Amplitude en rotatiesnelheid
Zowel amplitude als rotatiesnelheid kunnen de zuurstofoverdracht beïnvloeden. Als celculturen worden gekweekt met zeer lage rotatiesnelheden (bijv. 100 tpm), hebben amplitudeverschillen weinig tot geen merkbaar effect op de zuurstofoverdracht. Om de hoogste zuurstofoverdracht te bereiken, is de eerste stap het zo veel mogelijk verhogen van de rotatiesnelheid, zodat de tray goed in balans is met de snelheid. Niet alle cellen kunnen goed groeien met hoge snelheidsoscillaties, en sommige cellen die gevoelig zijn voor schuifkrachten kunnen afsterven door hoge rotatiesnelheden.
Andere invloeden
Er zijn ook andere factoren die invloed kunnen hebben op de zuurstofoverdracht:
* Vulvolume: erlenmeyers mogen maximaal tot een derde van het totale volume worden gevuld. Om maximale zuurstofoverdracht te bereiken, mag u maximaal tot 10% vullen. Nooit tot 50%.
* Spoilers: Spoilers zijn effectief in het verbeteren van de zuurstofoverdracht in alle soorten culturen. Sommige fabrikanten adviseren het gebruik van "Ultra High Yield"-kolven. De spoilers op deze kolven verhogen de vloeistofwrijving en de schudder bereikt mogelijk niet de maximaal ingestelde snelheid.
Correlatie tussen amplitude en snelheid
De middelpuntvliedende kracht in een schudapparaat kan worden berekend met behulp van de volgende vergelijking
FC = toerental2× amplitude
Er is een lineair verband tussen de middelpuntvliedende kracht en de amplitude: als je een amplitude van 25 mm gebruikt voor een amplitude van 50 mm (bij dezelfde snelheid), dan neemt de middelpuntvliedende kracht met een factor 2 toe.
Er bestaat een kwadratische verhouding tussen de middelpuntvliedende kracht en de rotatiesnelheid.
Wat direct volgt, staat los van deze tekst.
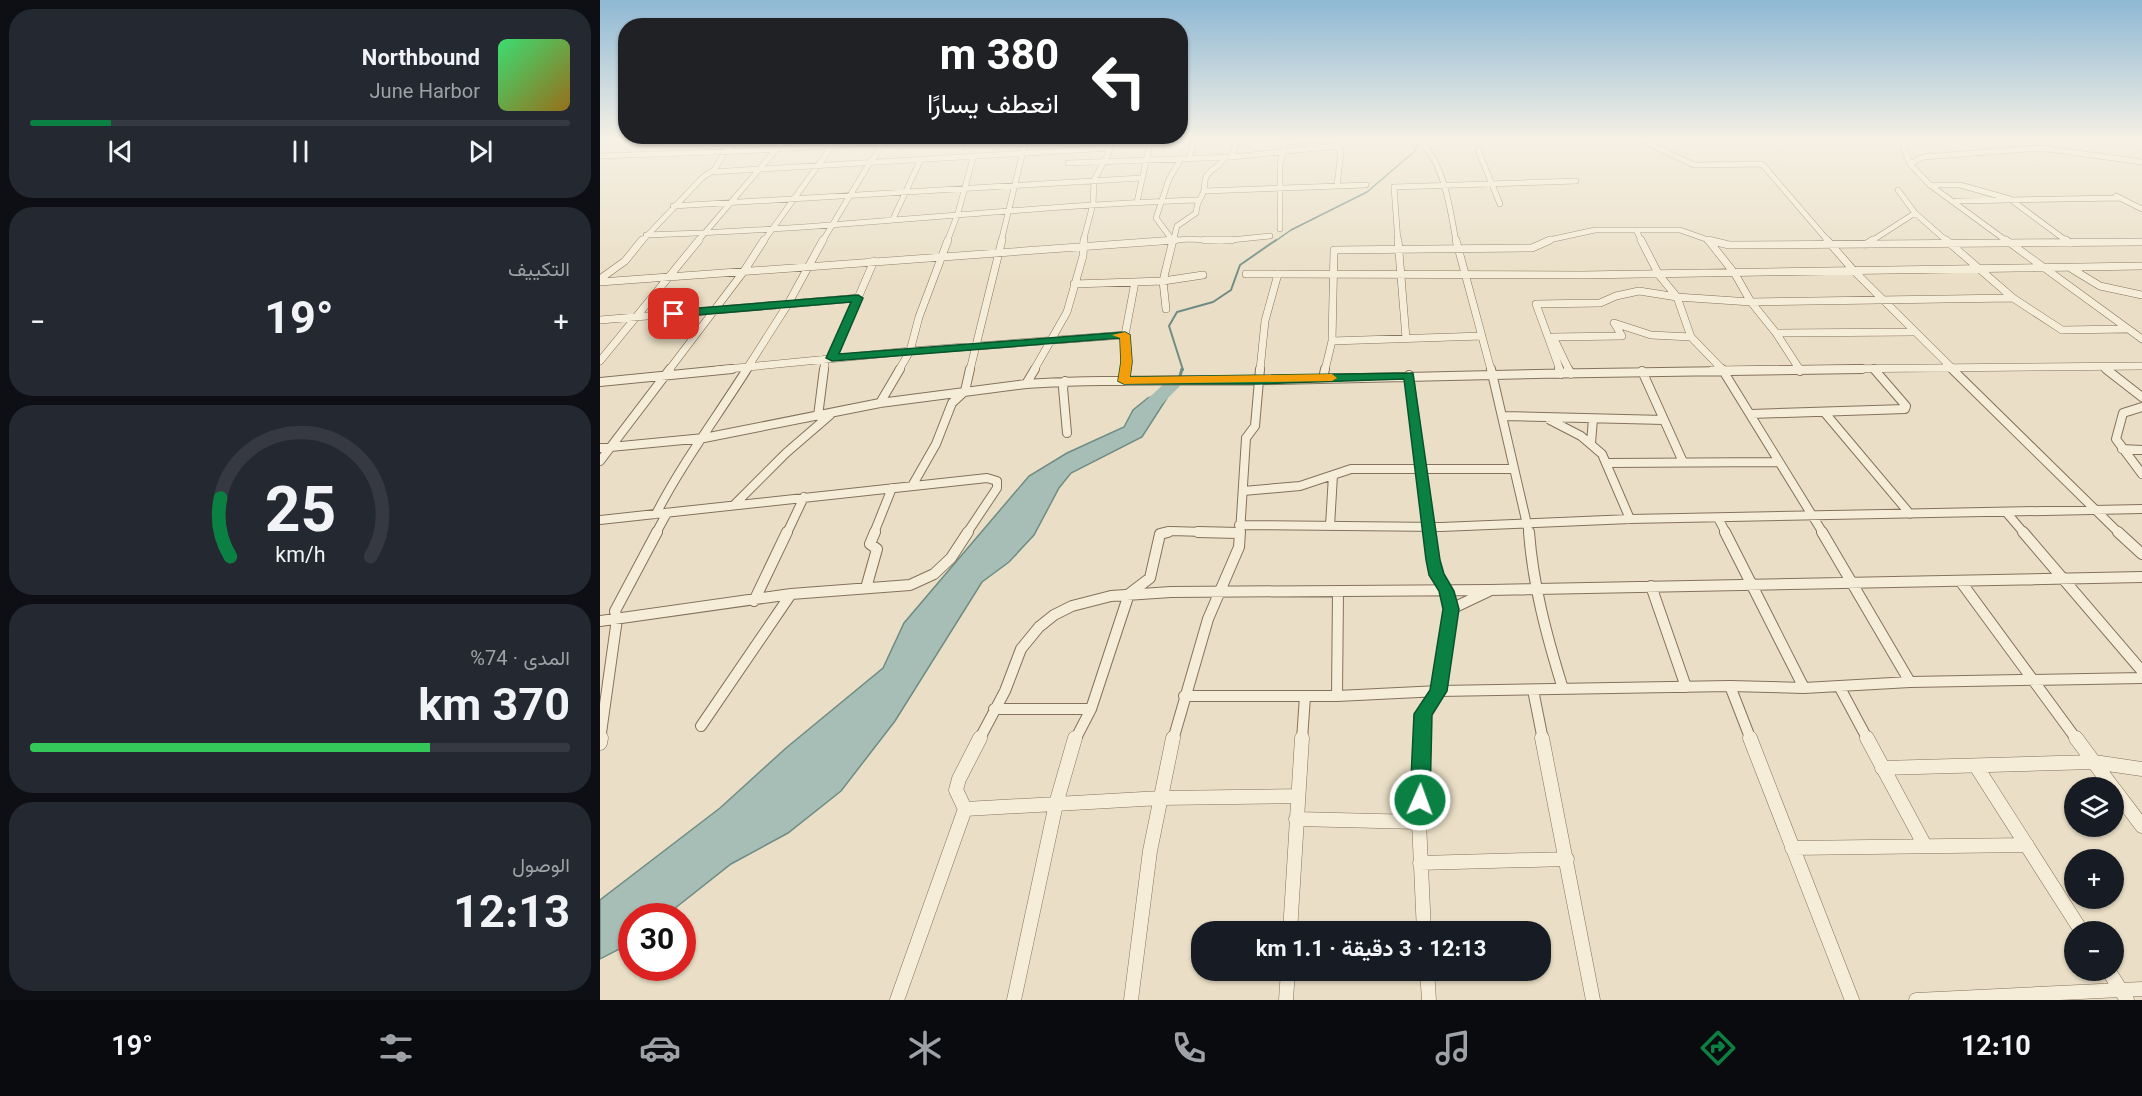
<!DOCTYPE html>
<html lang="ar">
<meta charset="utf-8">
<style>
:root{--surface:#171b24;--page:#242831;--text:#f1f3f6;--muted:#9ea1a6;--line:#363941;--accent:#0b8043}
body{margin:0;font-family:Georgia,Vazirmatn,serif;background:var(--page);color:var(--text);direction:rtl;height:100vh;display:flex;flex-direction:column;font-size:22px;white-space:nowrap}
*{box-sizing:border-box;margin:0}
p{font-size:20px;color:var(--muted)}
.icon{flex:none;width:33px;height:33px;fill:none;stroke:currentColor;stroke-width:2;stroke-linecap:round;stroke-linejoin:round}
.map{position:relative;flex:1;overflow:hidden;direction:ltr}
.panel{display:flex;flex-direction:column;gap:9px;padding:9px;background:#0d0f14;width:600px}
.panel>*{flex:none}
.top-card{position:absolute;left:18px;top:18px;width:570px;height:126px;border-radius:24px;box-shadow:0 2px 4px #0004;direction:rtl;background:#202124;color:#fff;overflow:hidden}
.fabs{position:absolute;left:1464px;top:777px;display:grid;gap:12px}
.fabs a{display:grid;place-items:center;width:60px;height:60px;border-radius:50%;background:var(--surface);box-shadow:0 2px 4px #0004;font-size:30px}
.speed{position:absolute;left:18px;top:903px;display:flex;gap:12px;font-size:30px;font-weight:700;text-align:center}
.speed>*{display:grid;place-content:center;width:78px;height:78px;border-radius:50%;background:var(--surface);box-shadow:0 2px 4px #0004;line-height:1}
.speed .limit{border:9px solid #d22;background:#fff;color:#111}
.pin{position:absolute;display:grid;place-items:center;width:51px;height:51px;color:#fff;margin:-26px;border-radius:12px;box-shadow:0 3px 9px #0006}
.me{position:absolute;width:66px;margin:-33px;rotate:2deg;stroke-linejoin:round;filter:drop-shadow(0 0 4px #0008)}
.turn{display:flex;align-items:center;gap:21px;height:126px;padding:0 30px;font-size:27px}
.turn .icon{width:78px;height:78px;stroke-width:2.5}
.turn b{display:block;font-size:42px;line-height:51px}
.big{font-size:45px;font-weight:700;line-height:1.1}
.panel .card{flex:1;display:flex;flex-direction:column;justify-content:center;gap:9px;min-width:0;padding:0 21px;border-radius:24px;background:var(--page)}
.panel .dial{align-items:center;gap:0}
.dial svg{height:156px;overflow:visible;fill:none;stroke:var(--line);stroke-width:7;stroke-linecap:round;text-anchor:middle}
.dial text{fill:var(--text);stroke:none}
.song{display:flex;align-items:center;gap:18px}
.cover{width:72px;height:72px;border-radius:9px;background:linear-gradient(135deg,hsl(140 70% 55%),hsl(40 70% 35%))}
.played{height:6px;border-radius:3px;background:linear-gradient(90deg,var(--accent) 15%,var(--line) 15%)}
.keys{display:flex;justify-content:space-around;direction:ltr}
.heat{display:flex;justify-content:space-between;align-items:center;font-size:33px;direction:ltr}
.charge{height:9px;border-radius:4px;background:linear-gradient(90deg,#34c759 74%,var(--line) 0)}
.trip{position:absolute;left:591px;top:921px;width:360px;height:60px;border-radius:24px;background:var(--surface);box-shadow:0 2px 4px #0004;font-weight:700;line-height:60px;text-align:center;direction:rtl}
.menu{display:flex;height:96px;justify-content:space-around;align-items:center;background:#090b0e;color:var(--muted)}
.menu .icon{width:42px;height:42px}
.menu .current{color:var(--accent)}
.menu b{font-size:27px;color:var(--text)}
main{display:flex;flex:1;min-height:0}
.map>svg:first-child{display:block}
</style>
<main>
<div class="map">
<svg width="1542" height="1000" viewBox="0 0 1542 1000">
<rect width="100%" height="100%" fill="#eadfc6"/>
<path fill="#a7beb7" stroke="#6f8c84" stroke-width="1.5" d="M566 392 567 398 542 437 471 473 459 488 434 535 409 562 382 582 295 721 241 791 188 833 131 864 65 916H32L31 943 0 959V900L120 808 186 748 283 668 304 623 429 476 467 453 524 427 533 410 548 398Z"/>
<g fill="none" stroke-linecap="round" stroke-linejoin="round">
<path stroke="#6f8c84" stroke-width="1.5" d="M820 141 845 139
M674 242 691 230 767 192 815 151 818 141"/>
<path stroke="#6f8c84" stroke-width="2" d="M583 370 569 326 577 312 613 302 631 290 640 265 676 240"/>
<path stroke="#6f8c84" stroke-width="3" d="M580 376 582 369"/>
<path fill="#a7beb7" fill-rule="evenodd" d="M573 379 581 384 579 387 553 413H541L538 409 541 405 567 381Z"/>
<defs>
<path id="street-far4" d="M815 139C843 153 851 213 856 242
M1039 139 1094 165 1162 164 1229 242
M1307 139 1304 149 1310 164
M733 141 741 152 737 185
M685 142 737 139
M367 147 370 139
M878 150 900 204
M0 156 143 151 342 139
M632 157 637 139
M589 159 594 139
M468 163 632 157 737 146
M111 172 510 148
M1330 185H1360L1410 199 1468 242
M1298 190 1315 213 1348 242
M604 191 766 185
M1516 196 1542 209
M1356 201 1520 198
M537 202 551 139
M73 206 541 178
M293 219 320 161
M680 229V165L685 139
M1036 230 1042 242
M46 235C230 230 413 206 597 200
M949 240 995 230H1080L1114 242
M573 241 556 218 569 179 581 159
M41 242 102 178 115 169 126 150 139 139
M97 242 185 139
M163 242 237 139
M222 242 269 164 287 139
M347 242 358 213 373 158
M401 242 426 139
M483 242 493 204 494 180 509 152 512 139
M555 242 589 239 621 241 670 236
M573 242 577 226 596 213C597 199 602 199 604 190 605 184 604 180 607 175 613 167 621 167 624 157
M798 242 794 187 976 181
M947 242 950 240
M1270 242 1315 213
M1408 242 1330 185 1310 164 1323 157 1441 148 1542 162"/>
<path id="street-far3" d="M605 240H631
M798 240 806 338
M856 240 891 370
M1041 240 1059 275 1077 297 1091 337 1123 370
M1108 240 1129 245 1542 242
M1227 240 1254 271 1354 370
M1346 240 1413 298 1462 330 1527 329
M1406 240 1542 339
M1466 240 1470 243
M1109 241 1135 274 1151 302 1176 333 1200 370
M1265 245 1273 240
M1472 269 1500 286 1542 295
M646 274 982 275 1542 266
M0 279 25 261 42 240
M0 282 575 240
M474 284 563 281 603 275
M566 309 563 281 573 240
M0 320 258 298
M1176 333 1314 332
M953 337 1022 336 1014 323 1051 335 1091 337
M732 341 882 336
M955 341 969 370
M232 358 274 261
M0 361 99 240
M1504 367 1508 370
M69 370 144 271 164 240
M117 370 310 351 525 335
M146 370 188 304 223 240
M224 370 225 359
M299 370 310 351 319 317 348 240
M370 370 402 240
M434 370 467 312 483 256 484 240
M526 370 525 335 535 282
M660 370 665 321 678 274
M725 370 732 341 734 250 932 248 950 240
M960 370 936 304 1000 303 1016 296 1039 291 1077 297 1151 302 1413 298
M1112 370 1542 366"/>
<path id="street-far2" d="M435 369 426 384C509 378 593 382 676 380 871 375 1067 371 1262 369
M891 369 929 533
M959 369 961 374
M968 369 971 374
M1122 369 1223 533
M1199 369 1200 371
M1352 369 1519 533
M1506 369 1542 397
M1042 371 1083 462
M809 375 830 533
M723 378 725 369
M465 381 463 388 467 433
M524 381 526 369
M0 382 132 369
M280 403 300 369
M1542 407 1523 413 1516 439 1542 474
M1225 413 1310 514
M1151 414 1305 409 1306 406 1274 369
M218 416 224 369
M903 416 1064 420
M950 420 981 436 1002 454 1030 519
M991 443 993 419
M0 448 104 438 280 403 426 384
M1522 449 1542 450
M0 461 70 369
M1007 463 1179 462
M312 486 336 444 352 403 365 391 370 369
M643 491 700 486 751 469H913
M134 505 186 453 230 415
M1406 512 1424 533
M56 514C82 463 117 417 147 369
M1118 518 1126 533
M0 520 387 478 397 481V488L367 533
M639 525 841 527 1030 519 1542 509
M730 526 733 475
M56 533 67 513
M187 533 204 497
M274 533 292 488
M563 533 571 531 639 533
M640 533 646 438 655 426 660 369"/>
<path id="street-far1" d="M598 532 639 533
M829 532 836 575 847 591 851 609
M929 532C933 586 947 637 963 689
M1125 532 1204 688
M1222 532 1310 682
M1423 532 1542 671
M1518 532 1542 554
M1361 582 1477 740
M1051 586 1086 687
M266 588 277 549 270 544 275 532
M154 601 187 532
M0 621 191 594 310 585 334 574 351 558 368 532
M1130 686 1151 740
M1239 686 1268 740
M933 690 943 740
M584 696H737L839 691 1130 686 1204 688 1310 682 1542 678
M737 696 738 592
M394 709H491
M101 726 191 594
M0 740 17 619 15 611 57 532
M379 740 405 691 421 649 439 627 454 615 472 606 511 596 571 592 890 590 1542 577
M475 740 491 709 529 594 550 578 560 534 568 532
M573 740 608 619 639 547 640 532
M702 740 705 696
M822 740 823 714 839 691 851 609 889 591"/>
<path id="street" d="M822 738 819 822 824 932
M942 738 993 1000
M1150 738 1252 1000
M1267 738 1325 846
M1476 738 1513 788
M0 743 1 738
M1376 766 1482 932
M1282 768 1494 762 1542 769
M1514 789 1542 826
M365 809 561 798 698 796
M696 819 819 822
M1192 848 1427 845
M820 863 967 859
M690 932 702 738
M827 970 829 1000
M1508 970 1527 1000
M297 1000 365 809 356 790 359 779 380 738
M414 1000 456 804 475 738
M531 1000 550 851 573 738
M686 1000 688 970
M1316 1000 1542 989"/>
</defs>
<use href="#street-far4" stroke="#84725d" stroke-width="6"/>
<use href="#street-far3" stroke="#84725d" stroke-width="8"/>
<use href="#street-far2" stroke="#84725d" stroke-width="10"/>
<use href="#street-far1" stroke="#84725d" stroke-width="12"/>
<use href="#street" stroke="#84725d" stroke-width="15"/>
<use href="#street-far4" stroke="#f6edd8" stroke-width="5"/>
<use href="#street-far3" stroke="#f6edd8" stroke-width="7"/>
<use href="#street-far2" stroke="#f6edd8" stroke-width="8"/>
<use href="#street-far1" stroke="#f6edd8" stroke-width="10"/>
<use href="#street" stroke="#f6edd8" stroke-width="14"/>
</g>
<linearGradient id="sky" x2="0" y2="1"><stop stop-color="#8eb8d4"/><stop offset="0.5" stop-color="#f6f1e5"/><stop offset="1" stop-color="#f6f1e5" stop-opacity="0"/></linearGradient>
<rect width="1542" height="279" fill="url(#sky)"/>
<path fill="#0b8043" stroke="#07532c" stroke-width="1.5" d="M258 295 263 298 239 354 525 332 530 335 532 362 530 377 813 373 840 560 844 574 854 591 859 609 847 691 832 715 830 800 827 806 820 808 813 806 810 800 814 714 830 690 843 609 839 591 829 575 826 560 804 379 658 384H524L518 381 521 362 520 338 232 361 226 358 251 302 74 317 69 314 74 310Z"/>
<path fill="#f59e0b" d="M525 332 530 335 532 362 530 377 732 374 737 378 732 381 524 384 518 381 521 362 520 338 512 335Z"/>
</svg>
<div class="fabs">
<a><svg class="icon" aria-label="layers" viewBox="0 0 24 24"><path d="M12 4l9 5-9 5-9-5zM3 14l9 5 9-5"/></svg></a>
<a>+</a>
<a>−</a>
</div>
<div class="speed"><div class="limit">30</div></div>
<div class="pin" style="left:74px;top:314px;background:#d93025"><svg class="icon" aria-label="arrive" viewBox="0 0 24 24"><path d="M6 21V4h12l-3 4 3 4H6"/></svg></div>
<svg class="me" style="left:820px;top:800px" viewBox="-20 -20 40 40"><circle r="17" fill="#0b8043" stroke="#fff" stroke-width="3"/><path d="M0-11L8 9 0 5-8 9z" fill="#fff"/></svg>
<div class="trip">12:13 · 3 دقيقة · 1.1 km</div>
<div class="top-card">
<div class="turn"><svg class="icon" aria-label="left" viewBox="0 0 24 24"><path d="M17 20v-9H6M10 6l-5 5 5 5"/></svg><div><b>380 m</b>انعطف يسارًا</div></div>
</div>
</div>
<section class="panel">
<div class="card">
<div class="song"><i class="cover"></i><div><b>Northbound</b><p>June Harbor</p></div></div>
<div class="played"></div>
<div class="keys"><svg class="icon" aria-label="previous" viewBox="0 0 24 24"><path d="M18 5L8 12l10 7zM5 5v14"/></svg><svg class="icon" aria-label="pause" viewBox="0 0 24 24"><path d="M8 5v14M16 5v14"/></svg><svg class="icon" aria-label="next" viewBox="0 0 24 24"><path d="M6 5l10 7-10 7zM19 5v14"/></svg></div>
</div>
<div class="card"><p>التكييف</p>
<div class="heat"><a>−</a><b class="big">19°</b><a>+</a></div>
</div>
<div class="card dial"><svg viewBox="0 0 100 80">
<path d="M14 69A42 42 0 1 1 86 69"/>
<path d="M14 69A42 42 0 0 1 9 39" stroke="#0b8043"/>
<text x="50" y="56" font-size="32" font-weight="700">25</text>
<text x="50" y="72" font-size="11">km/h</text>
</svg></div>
<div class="card"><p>المدى · 74%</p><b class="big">370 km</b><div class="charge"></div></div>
<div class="card"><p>الوصول</p><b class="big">12:13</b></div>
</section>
</main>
<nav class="menu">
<b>12:10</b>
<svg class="icon current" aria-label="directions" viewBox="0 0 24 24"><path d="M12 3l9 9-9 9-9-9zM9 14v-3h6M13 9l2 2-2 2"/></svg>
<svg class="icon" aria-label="music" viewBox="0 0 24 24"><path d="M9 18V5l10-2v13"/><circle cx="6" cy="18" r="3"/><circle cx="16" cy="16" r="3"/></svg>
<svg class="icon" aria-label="phone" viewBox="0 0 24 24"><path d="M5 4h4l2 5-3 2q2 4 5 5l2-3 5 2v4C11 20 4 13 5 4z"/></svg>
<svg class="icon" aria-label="climate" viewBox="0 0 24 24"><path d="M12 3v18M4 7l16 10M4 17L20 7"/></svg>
<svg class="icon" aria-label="car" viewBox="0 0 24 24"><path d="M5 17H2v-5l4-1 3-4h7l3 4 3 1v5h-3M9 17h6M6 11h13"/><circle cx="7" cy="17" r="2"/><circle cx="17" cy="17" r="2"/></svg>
<svg class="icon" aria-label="filters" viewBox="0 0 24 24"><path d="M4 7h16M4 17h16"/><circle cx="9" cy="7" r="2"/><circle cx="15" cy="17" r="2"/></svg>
<b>19°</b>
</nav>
Als de snelheid met een factor 2 wordt verhoogd (zelfde amplitude), neemt de centrifugale kracht met een factor 4 toe. Als de snelheid met een factor 3 wordt verhoogd, neemt de centrifugale kracht met een factor 9 toe!
Als u een amplitude van 25 mm gebruikt, incubeer dan met een bepaalde snelheid. Wilt u dezelfde centrifugale kracht bereiken met een amplitude van 50 mm, dan moet de rotatiesnelheid worden berekend als de wortel uit 1/2. U moet dus 70% van de rotatiesnelheid gebruiken om dezelfde incubatieomstandigheden te bereiken.

Houd er rekening mee dat bovenstaande slechts een theoretische methode is voor het berekenen van de middelpuntvliedende kracht. Er zijn andere beïnvloedende factoren in reële toepassingen. Deze berekeningsmethode geeft benaderende waarden voor operationele doeleinden.